The International Organisation for Migration said it was planning with Haitian authorities to resettle 100,000 people, possibly in an area about 13 kilometres (eight miles) northeast of Port-au-Prince.

"Like the tsunami, the response will be on a huge scale and last for months," said Byrs, referring to the December 2005 disaster in Asia.

earlier related report
UN envoy Bill Clinton in Haiti, meets survivors in hospital
Port-Au-Prince (AFP) Jan 18, 2010 - UN special envoy Bill Clinton on Monday defended the pace of incoming foreign aid and praised doctors working in shocking conditions as he toured the devastation in Haiti's capital.

"I'll be surprised and disappointed if 48 hours from now we're not feeding and bringing fresh water to dramatically larger amounts of people," Clinton told reporters here.

The former US president was whisked to the General Hospital in Port-au-Prince and given a first-hand look at the ruined city and the misery facing survivors and those treating them after last week's cataclysmic quake.

"They have done an amazing job given the adversity they have faced," Clinton told AFP of the medical personnel as he walked through the crowded hospital largely unrecognized by most of the ailing Haitians around him.

Clinton, somber-looking as he bent down and comforted a wounded woman lying on the floor, said he was "shocked" by what the doctors have been able to do without even rudimentary medical supplies such as alcohol.

"I think the people have been heroic," said Clinton, who was accompanied by his daughter Chelsea as they walked down hospital hallways crowded with the injured and the dying.

With the morgue overflowing, quake survivors had laid hundreds of corpses outside the hospital last week, and while those bodies have since been moved, the stench of death still filled the air in and around the hospital.

Despite the dire conditions, Clinton stressed that aid was flowing at an acceptable pace.

"No, I don't think they were slow coming in," said Clinton.

"The infrastructure broke down (as a result of the earthquake), and that's what we're building up."

But simmering unrest has been stoked by the agonizing delays in supplies reaching the hundreds of thousands of people who have been without a steady source of food or water since the quake struck.

Haiti's collapsed government, ruined port and roads, an overcrowded airport and a mounting threat of lawlessness in Port-au-Prince all have conspired to snarl relief efforts.

The international Red Cross warned Monday that access to clean water, food, shelter and medical care "remains extremely limited."

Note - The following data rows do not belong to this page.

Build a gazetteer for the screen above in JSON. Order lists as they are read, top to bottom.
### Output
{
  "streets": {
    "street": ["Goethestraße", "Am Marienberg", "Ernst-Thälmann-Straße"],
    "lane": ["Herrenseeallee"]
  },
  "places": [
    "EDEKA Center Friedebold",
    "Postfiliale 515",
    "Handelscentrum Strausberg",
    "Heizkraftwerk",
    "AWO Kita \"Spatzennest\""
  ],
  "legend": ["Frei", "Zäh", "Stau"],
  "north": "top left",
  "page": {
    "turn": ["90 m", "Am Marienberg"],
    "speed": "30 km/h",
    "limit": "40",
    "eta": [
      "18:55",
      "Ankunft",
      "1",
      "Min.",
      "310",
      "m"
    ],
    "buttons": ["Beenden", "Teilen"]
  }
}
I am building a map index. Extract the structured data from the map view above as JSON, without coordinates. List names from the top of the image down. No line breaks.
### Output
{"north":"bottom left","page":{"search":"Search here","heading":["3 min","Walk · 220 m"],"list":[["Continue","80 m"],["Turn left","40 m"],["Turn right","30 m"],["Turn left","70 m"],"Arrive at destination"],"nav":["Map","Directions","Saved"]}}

On the grounds of the hospital, desperate Haitians seeking shelter under plastic sheeting told of their misery and the immediate need for outside help.

Nadia Meranvivne sat outside awaiting news of her 18-month-old son whose arm and leg were broken in the earthquake.

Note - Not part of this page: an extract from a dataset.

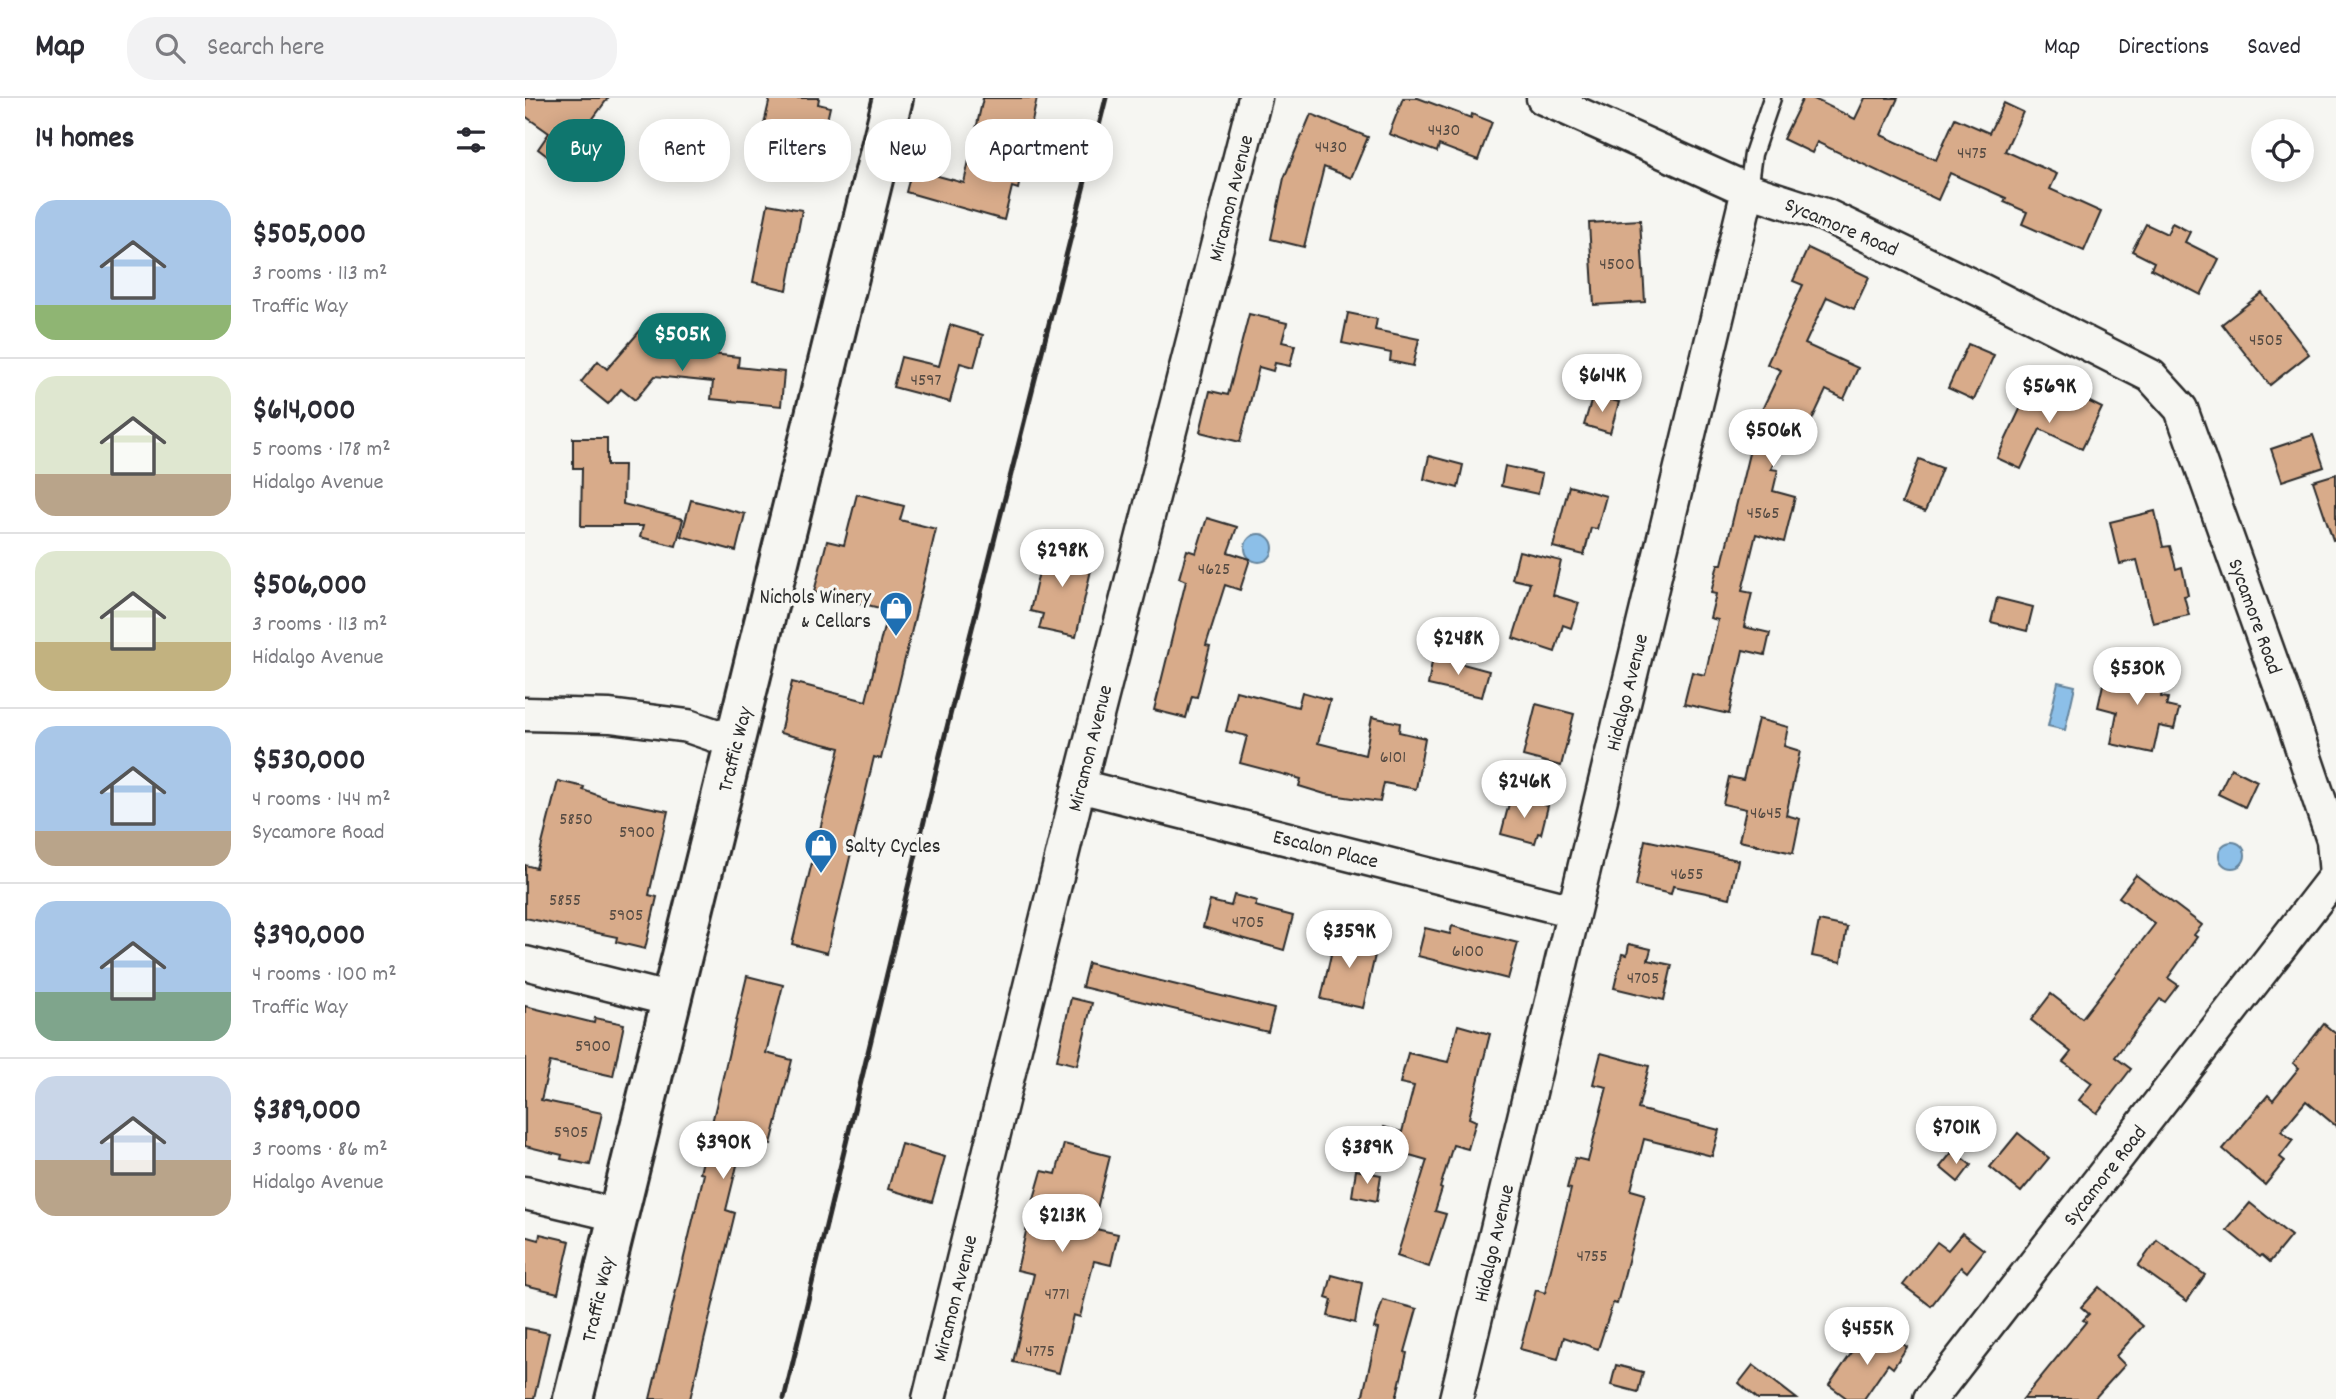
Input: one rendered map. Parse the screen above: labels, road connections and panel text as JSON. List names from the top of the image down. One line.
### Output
{"streets":{"street":["Miramon Avenue","Sycamore Road","Hidalgo Avenue","Traffic Way","Escalon Place"]},"crossings":[["Miramon Avenue","Escalon Place"],["Sycamore Road","Hidalgo Avenue"],["Hidalgo Avenue","Escalon Place"]],"places":{"shop":["Nichols Winery & Cellars","Salty Cycles"]},"house_numbers":["4430","4430","4475","4500","4505","4597","4565","4625","6101","4645","5850","5900","4655","5855","5905","4705","6100","4705","5900","5905","4755","4771","4775"],"page":{"header":"Map","search":"Search here","nav":["Map","Directions","Saved"],"heading":"14 homes","chip":["Buy","Rent","Filters","New","Apartment"],"list":[{"name":"$505,000","note":"3 rooms · 113 m² · Traffic Way"},{"name":"$614,000","note":"5 rooms · 178 m² · Hidalgo Avenue"},{"name":"$506,000","note":"3 rooms · 113 m² · Hidalgo Avenue"},{"name":"$530,000","note":"4 rooms · 144 m² · Sycamore Road"},{"name":"$390,000","note":"4 rooms · 100 m² · Traffic Way"},{"name":"$389,000","note":"3 rooms · 86 m² · Hidalgo Avenue"}],"price":["$505K","$614K","$569K","$506K","$298K","$248K","$530K","$246K","$359K","$701K","$390K","$389K","$213K","$455K"]}}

"We hope that Mr Clinton will help us save our lives and the lives of our children," she wept.

"He (Clinton) can help us, because this country doesn't have anything."

Before leaving, Clinton was supposed to meet with President Rene Preval and other Haitian leaders at the Port-au-Prince airport to discuss ways to more effectively coordinate the distribution of aid.

"We are trying to be very targeted with what we're bringing in," he told AFP at the hospital, referring to the water, food, medical supplies, and other supplies such as solar flashlights, portable radios and generators being provided by The Clinton Foundation.